Most of us have the (often unconscious) habit of back-skipping, which is letting our eyes jump back to words that we have already read.

Regression is a more conscious habit; it involves re-reading words, sentences, or even whole paragraphs, because we think that we have not understood them.

All of this jumping about of the eyes slows down our reading. To improve things, you should make a conscious effort to do the following:

  • Try to focus on groups of words, rather than single words at a time
  • Force yourself to keep moving forward through the text, avoiding back-skipping and regression; it is not necessary to understand every single word in a document in order to understand the key messages
  • As you get better at focusing on groups of words, just concentrate on the middle of lines of text – with enough practice, this will allow you to read a page of text by moving your eyes smoothly down the centre of the page without any lateral movement
  • With more practice, you will find that you can read complete sentences or even whole paragraphs with a single fixation.

It is worth remembering that the majority of words in any piece of writing are fillers and that the meaning of the piece can be extracted from just the key words.

Guides

There is still debate among experts as to whether the use of guides (fingers, pointers, and so on) is beneficial or not in improving reading speed.
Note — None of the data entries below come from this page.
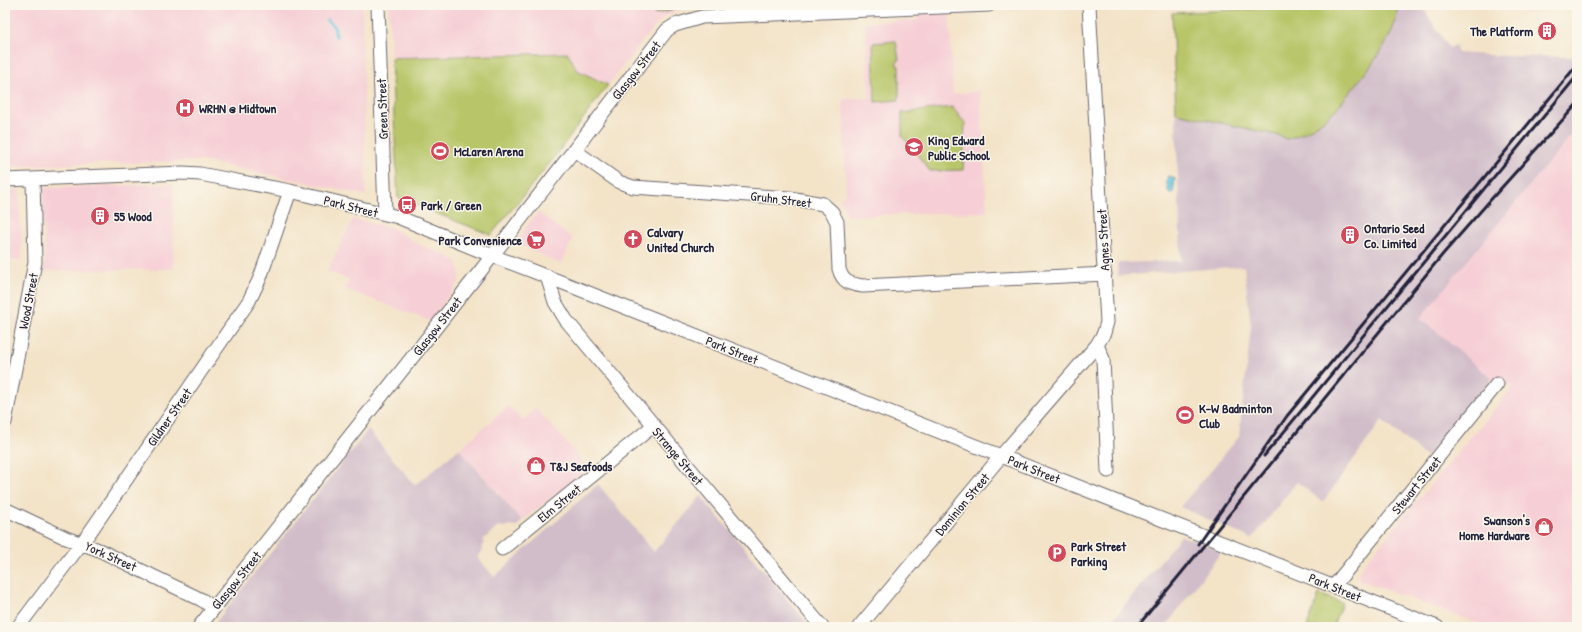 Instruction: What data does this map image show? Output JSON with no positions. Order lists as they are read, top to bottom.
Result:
{
  "streets": {
    "street": [
      "Glasgow Street",
      "Green Street",
      "Gruhn Street",
      "Park Street",
      "Agnes Street",
      "Wood Street",
      "Gildner Street",
      "Strange Street",
      "Stewart Street",
      "Elm Street",
      "Dominion Street",
      "York Street"
    ]
  },
  "crossings": [
    ["Glasgow Street", "Gruhn Street"],
    ["Glasgow Street", "Park Street"],
    ["Glasgow Street", "York Street"],
    ["Green Street", "Park Street"],
    ["Gruhn Street", "Agnes Street"],
    ["Park Street", "Wood Street"],
    ["Park Street", "Gildner Street"],
    ["Park Street", "Strange Street"],
    ["Park Street", "Stewart Street"],
    ["Park Street", "Dominion Street"],
    ["Agnes Street", "Dominion Street"],
    ["Gildner Street", "York Street"],
    ["Strange Street", "Elm Street"]
  ],
  "places": {
    "building": ["The Platform", "55 Wood", "Ontario Seed Co. Limited"],
    "hospital": ["WRHN @ Midtown"],
    "school or university": ["King Edward Public School"],
    "sports": ["McLaren Arena", "K-W Badminton Club"],
    "bus stop": ["Park / Green"],
    "church": ["Calvary United Church"],
    "supermarket": ["Park Convenience"],
    "shop": ["T&J Seafoods", "Swanson's Home Hardware"],
    "parking": ["Park Street Parking"]
  }
}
Some argue that the guide will limit your speed, but for most people starting out to improve their reading speed, a guide can help to force the pace.

It is important that the guide is placed above the line being read so that it does not obscure lines yet to be read – your peripheral vision will be picking up a lot of the words to come.

Subvocalisation

When we are taught to read, we are taught to read out loud. (How else can the teacher or parent know that we are reading correctly!) Once we are confident at reading we are told ‘Now read silently.’ The natural thing to do is to turn down the volume, but our mouths continue to move. Since our mouths move much slower than our eyes this subvocalisation, as it is called, limits our reading speed. Again, the answer is to make a conscious effort to keep your mouth and tongue still while reading, and not to mutter the words under your breath.

Skimming

Skimming refers to reading a piece of text very rapidly in order to get an overview. It is an important technique when reading a sizeable text – books and newspapers, for example. When skimming, you are not trying to read or absorb everything, but picking up the key ideas through headings, diagrams, highlighted words and so on.

Scanning

Scanning is used when you are looking for a specific piece of information in a piece of text. For example, you would use scanning to look up someone in a telephone directory, or to check a spelling in a dictionary. If you are actively reading, looking for answers to questions, this is an important technique.

In order to scan effectively, you need to have something specific that you are looking for. It might be a single word, a phrase, perhaps an idea, or even a particular type of information, such as a date or a proper name. Concentrate on looking for that one thing as your eyes pass very rapidly over the material. Thanks to the power of your brain, because you are focusing on looking for the word or phrase, it will seem to leap out at you as your eyes reach it.